The problem ->
In full and without alteration, print the records below, minus any images.

[Collected data entries]
'''

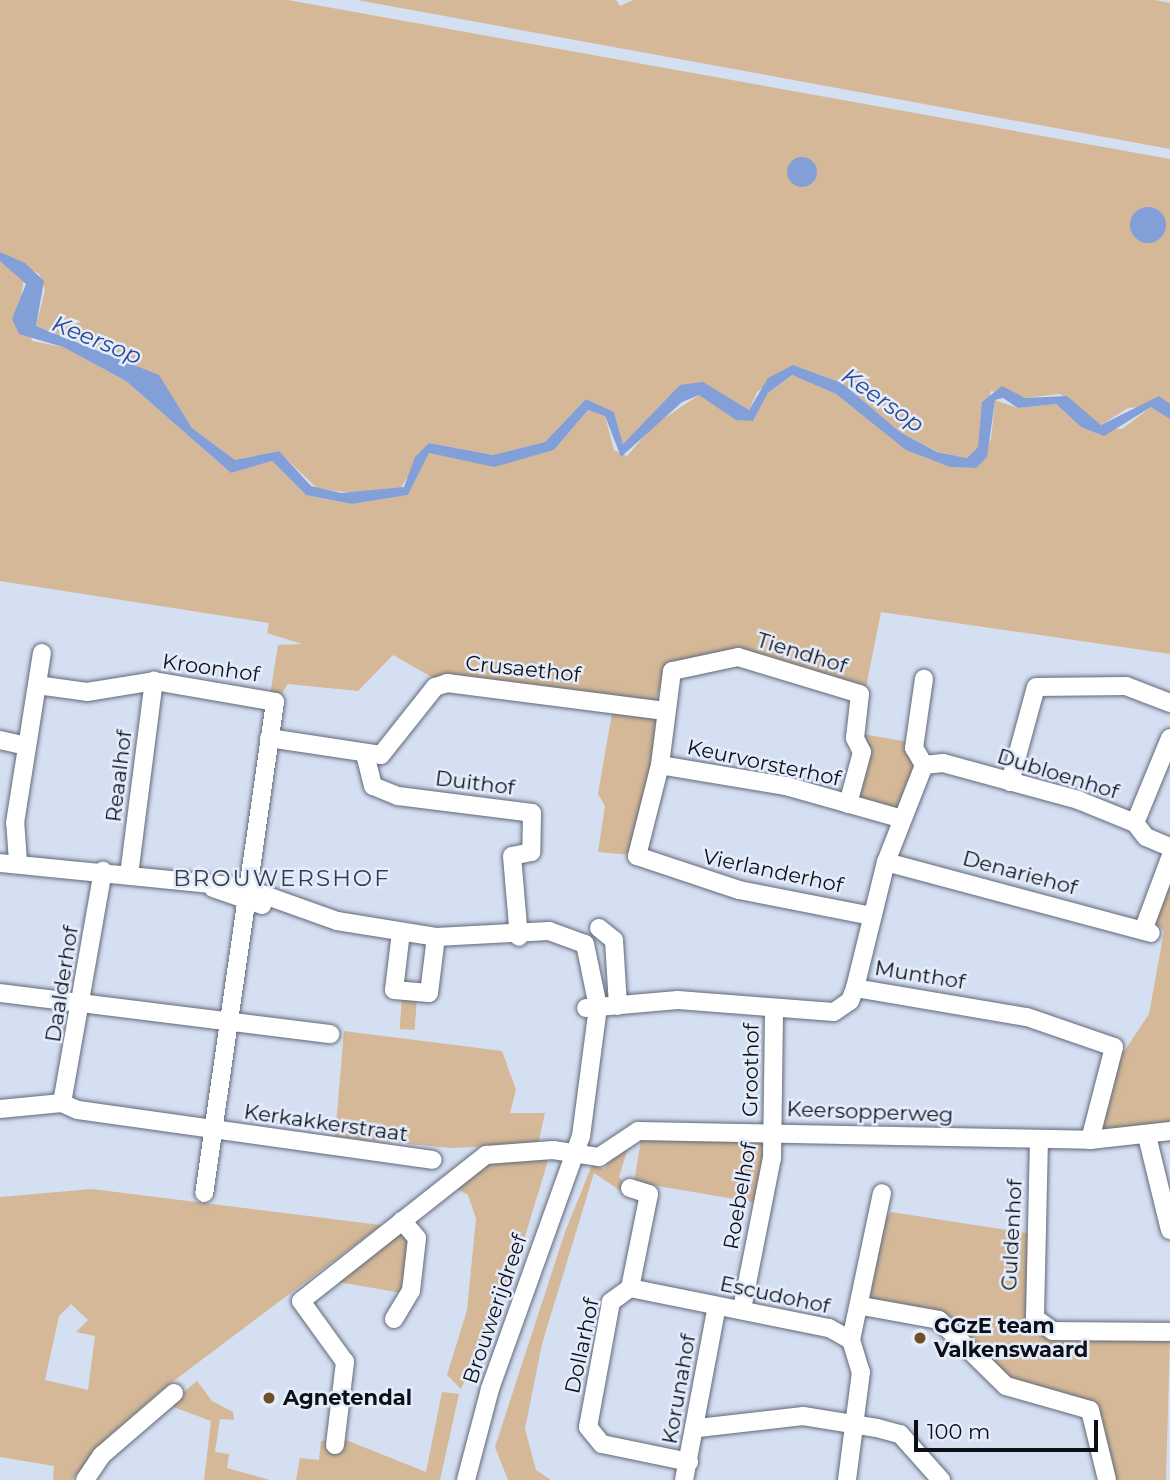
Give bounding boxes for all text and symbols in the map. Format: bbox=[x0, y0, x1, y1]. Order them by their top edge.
water label: Keersop bbox=[48, 310, 146, 370]
water label: Keersop bbox=[837, 362, 929, 438]
street label: Tiendhof bbox=[754, 627, 850, 679]
street label: Kroonhof bbox=[161, 649, 261, 687]
street label: Crusaethof bbox=[464, 650, 582, 688]
street label: Reaalhof bbox=[101, 729, 137, 823]
street label: Keurvorsterhof bbox=[685, 734, 843, 792]
street label: Dubloenhof bbox=[994, 744, 1122, 804]
street label: Duithof bbox=[434, 766, 516, 800]
street label: Vierlanderhof bbox=[701, 844, 845, 898]
street label: Denariehof bbox=[960, 846, 1080, 900]
district label: BROUWERSHOF bbox=[175, 864, 389, 892]
street label: Daalderhof bbox=[40, 924, 84, 1044]
street label: Munthof bbox=[873, 955, 967, 995]
street label: Groothof bbox=[738, 1023, 764, 1117]
street label: Keersopperweg bbox=[786, 1096, 954, 1128]
street label: Kerkakkerstraat bbox=[242, 1099, 410, 1147]
street label: Roebelhof bbox=[718, 1141, 762, 1251]
street label: Guldenhof bbox=[996, 1179, 1028, 1291]
street label: Brouwerijdreef bbox=[458, 1231, 532, 1387]
street label: Escudohof bbox=[718, 1271, 832, 1319]
street label: Dollarhof bbox=[560, 1296, 604, 1396]
place label: GGzE team Valkenswaard bbox=[934, 1313, 1088, 1363]
marker: GGzE team Valkenswaard bbox=[912, 1330, 928, 1346]
street label: Korunahof bbox=[657, 1332, 701, 1446]
place label: Agnetendal bbox=[283, 1385, 412, 1411]
marker: Agnetendal bbox=[261, 1390, 277, 1406]
scale bar bbox=[918, 1406, 1102, 1450]
text: 100 m bbox=[927, 1419, 990, 1444]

'''

Output for this exercise ->
Give bounding boxes for all text and symbols in the map. Format: bbox=[x0, y0, x1, y1]. Order them by their top edge.
water label: Keersop bbox=[48, 310, 146, 370]
water label: Keersop bbox=[837, 362, 929, 438]
street label: Tiendhof bbox=[754, 627, 850, 679]
street label: Kroonhof bbox=[161, 649, 261, 687]
street label: Crusaethof bbox=[464, 650, 582, 688]
street label: Reaalhof bbox=[101, 729, 137, 823]
street label: Keurvorsterhof bbox=[685, 734, 843, 792]
street label: Dubloenhof bbox=[994, 744, 1122, 804]
street label: Duithof bbox=[434, 766, 516, 800]
street label: Vierlanderhof bbox=[701, 844, 845, 898]
street label: Denariehof bbox=[960, 846, 1080, 900]
district label: BROUWERSHOF bbox=[175, 864, 389, 892]
street label: Daalderhof bbox=[40, 924, 84, 1044]
street label: Munthof bbox=[873, 955, 967, 995]
street label: Groothof bbox=[738, 1023, 764, 1117]
street label: Keersopperweg bbox=[786, 1096, 954, 1128]
street label: Kerkakkerstraat bbox=[242, 1099, 410, 1147]
street label: Roebelhof bbox=[718, 1141, 762, 1251]
street label: Guldenhof bbox=[996, 1179, 1028, 1291]
street label: Brouwerijdreef bbox=[458, 1231, 532, 1387]
street label: Escudohof bbox=[718, 1271, 832, 1319]
street label: Dollarhof bbox=[560, 1296, 604, 1396]
place label: GGzE team Valkenswaard bbox=[934, 1313, 1088, 1363]
marker: GGzE team Valkenswaard bbox=[912, 1330, 928, 1346]
street label: Korunahof bbox=[657, 1332, 701, 1446]
place label: Agnetendal bbox=[283, 1385, 412, 1411]
marker: Agnetendal bbox=[261, 1390, 277, 1406]
scale bar bbox=[918, 1406, 1102, 1450]
text: 100 m bbox=[927, 1419, 990, 1444]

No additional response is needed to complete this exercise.